Automate all the things!
We have always used Jenkins for automating the dev and test deployments, and our test coverage and QA are in a reasonable state. But in the old world we did not have the required control over the server configurations or production deployments. Even though deployments were mostly scripted, there were always some manual phases where you had to remember to execute all the deployment scripts on the right machines in the right order and in the right way.
I’m a huge fan of Continuous Delivery, QA and automation. I wrote my masters thesis (in Finnish) about Continuous Delivery and decided to apply some of the best practices of CD to these services as a part of this infrastructure update.
In Continuous Delivery, you should always keep your software deployable to production.

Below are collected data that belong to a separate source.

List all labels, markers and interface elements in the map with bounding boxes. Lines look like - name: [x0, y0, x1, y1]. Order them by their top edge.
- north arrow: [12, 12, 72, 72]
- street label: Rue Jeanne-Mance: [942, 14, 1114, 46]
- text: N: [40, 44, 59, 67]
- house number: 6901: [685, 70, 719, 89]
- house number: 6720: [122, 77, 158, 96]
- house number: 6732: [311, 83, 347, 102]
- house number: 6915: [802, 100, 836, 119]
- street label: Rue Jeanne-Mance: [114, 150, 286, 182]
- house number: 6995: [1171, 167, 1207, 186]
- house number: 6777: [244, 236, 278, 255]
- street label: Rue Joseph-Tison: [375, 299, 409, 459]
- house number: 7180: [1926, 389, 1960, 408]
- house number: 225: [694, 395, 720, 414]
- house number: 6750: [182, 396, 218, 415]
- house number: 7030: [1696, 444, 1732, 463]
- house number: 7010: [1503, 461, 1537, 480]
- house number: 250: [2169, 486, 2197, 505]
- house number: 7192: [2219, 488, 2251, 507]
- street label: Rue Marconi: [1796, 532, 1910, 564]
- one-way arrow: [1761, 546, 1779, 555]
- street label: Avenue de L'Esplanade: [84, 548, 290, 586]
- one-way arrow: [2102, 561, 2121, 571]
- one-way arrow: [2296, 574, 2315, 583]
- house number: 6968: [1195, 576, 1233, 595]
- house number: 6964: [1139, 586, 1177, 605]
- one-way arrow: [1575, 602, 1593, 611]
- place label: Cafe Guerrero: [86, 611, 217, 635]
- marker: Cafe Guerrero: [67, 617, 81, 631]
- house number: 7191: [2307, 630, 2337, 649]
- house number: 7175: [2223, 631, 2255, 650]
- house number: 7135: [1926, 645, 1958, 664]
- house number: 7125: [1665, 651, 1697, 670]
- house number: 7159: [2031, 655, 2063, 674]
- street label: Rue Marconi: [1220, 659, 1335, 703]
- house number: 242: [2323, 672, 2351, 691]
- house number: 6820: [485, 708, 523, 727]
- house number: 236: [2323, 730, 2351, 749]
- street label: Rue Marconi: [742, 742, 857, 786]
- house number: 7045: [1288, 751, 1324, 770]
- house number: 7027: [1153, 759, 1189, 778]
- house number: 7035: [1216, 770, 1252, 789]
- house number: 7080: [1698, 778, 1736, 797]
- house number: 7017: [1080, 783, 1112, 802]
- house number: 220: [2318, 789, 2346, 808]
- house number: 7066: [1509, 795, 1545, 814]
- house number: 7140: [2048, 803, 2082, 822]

Everything related to deployment should be automated and auditable: Server configurations, database migrations, deployments and of course unit and end-to-end tests.
At Solita, we mostly use Ansible for automated server configuration and application deployment, and the applications I work on are not an exception. The configurations for the 3 related applications running in 9 environments on 20 servers are now kept in one Git repository in a single branch. With Ansible, it’s easy to split the setup into tasks, roles and environments. You get the synergy of unified configuration for the common parts, while still being able to add configuration that’s specific to a particular application or environment.
Although Jenkins itself can be messy and complex, its plugin ecosystem offers many reasonable tools for building deployment pipelines and archiving artifacts. All configuration changes should be deployed to dev and test before production, so it was obvious to make a pipeline for server configurations. I wanted to separate the server configuration pipeline from the deployment pipeline because they mostly change independently.
Every change to the configuration repository creates a new pipeline. With the Build Pipeline plugin in Jenkins, we can deploy the changes through the dev and test environments all the way into production with just a few simple mouse clicks. Each application has its own configuration pipeline. Every change leaves a trace in the VCS, and the deployments to each environment are automated and traceable with Jenkins.
Deployment-related changes to applications
Even though automated server configuration is a huge step when it comes to controlling the whole system, the applications and deployments needed some leveling up, too. The first thing was to throw away the separate Jetty server and WAR crap and build the application as a simple JAR file with an embedded Jetty server (commit). I did not have the time and interest for switching to Spring Boot so I ended up just including Jetty as a library. This change had a positive impact on the server startup time: It decreased from about a minute to a few seconds.
Another obvious change was to automate database migrations. I usually prefer to have a separate migration phase in the deployment process rather than letting the application migrate itself, but now I decided to go with the easy way: Include Flyway as a library, include the SQL increments in the package and make the application responsible for migrating the database on startup if necessary (commit).
Now, lets talk about the deployment pipeline. Continuous Delivery relies on a deployment pipeline, in which every change in the VCS triggers the automated process that builds, tests and deploys the software. It’s very important that you build the binaries only once and deploy to production the same binaries that you have tested in the preceding phases and environments. In our solution, the CI job stores the JAR file, which is the Release Candidate, and deploys it to the dev environment automatically once it has passed the unit, integration, and end-to-end tests. After the deployment to dev, the same artifact can be promoted to the test environment and after that, into production. The deployment job runs an Ansible playbook that is also responsible for updating the application-specific settings (application.properties) during the deployment.
The deployment job also runs smoke tests against the application to verify that it started up normally. It also tails some of the application log during the server restart, so while the deployment is running, you can have a look at the log in Jenkins instead of having to go to the server yourself.
Now that all the environments share the same configuration process, deployment process and binaries, it’s very unlikely for the deployment to fail or any problems to occur in production. We always know when each version was installed in each environment, and reverting to an older version or server configuration is as easy as deploying it (as long as the database schema is kept backwards-compatible).
Stress-testing the new setup
During this change I was also able to improve many other things, for example caching in Nginx. I wanted to run some performance tests to be sure we can still serve people with at least the same capability as before. We survived the massive Tahdon 2013 campaign pretty well and want to be prepared for other popular initiatives in the future. Gatling is a very simple and powerful tool for stress testing your application and it gives you many nice diagrams about the results.
Why all this?
The practices of Continuous Delivery make a massive improvement to the quality of the product, the stability of deployments and readiness to act when we need to make any changes to the application or the server configurations. Automation, reasonable testing and full control of the whole system are the key factors when it comes to quality and effectiveness.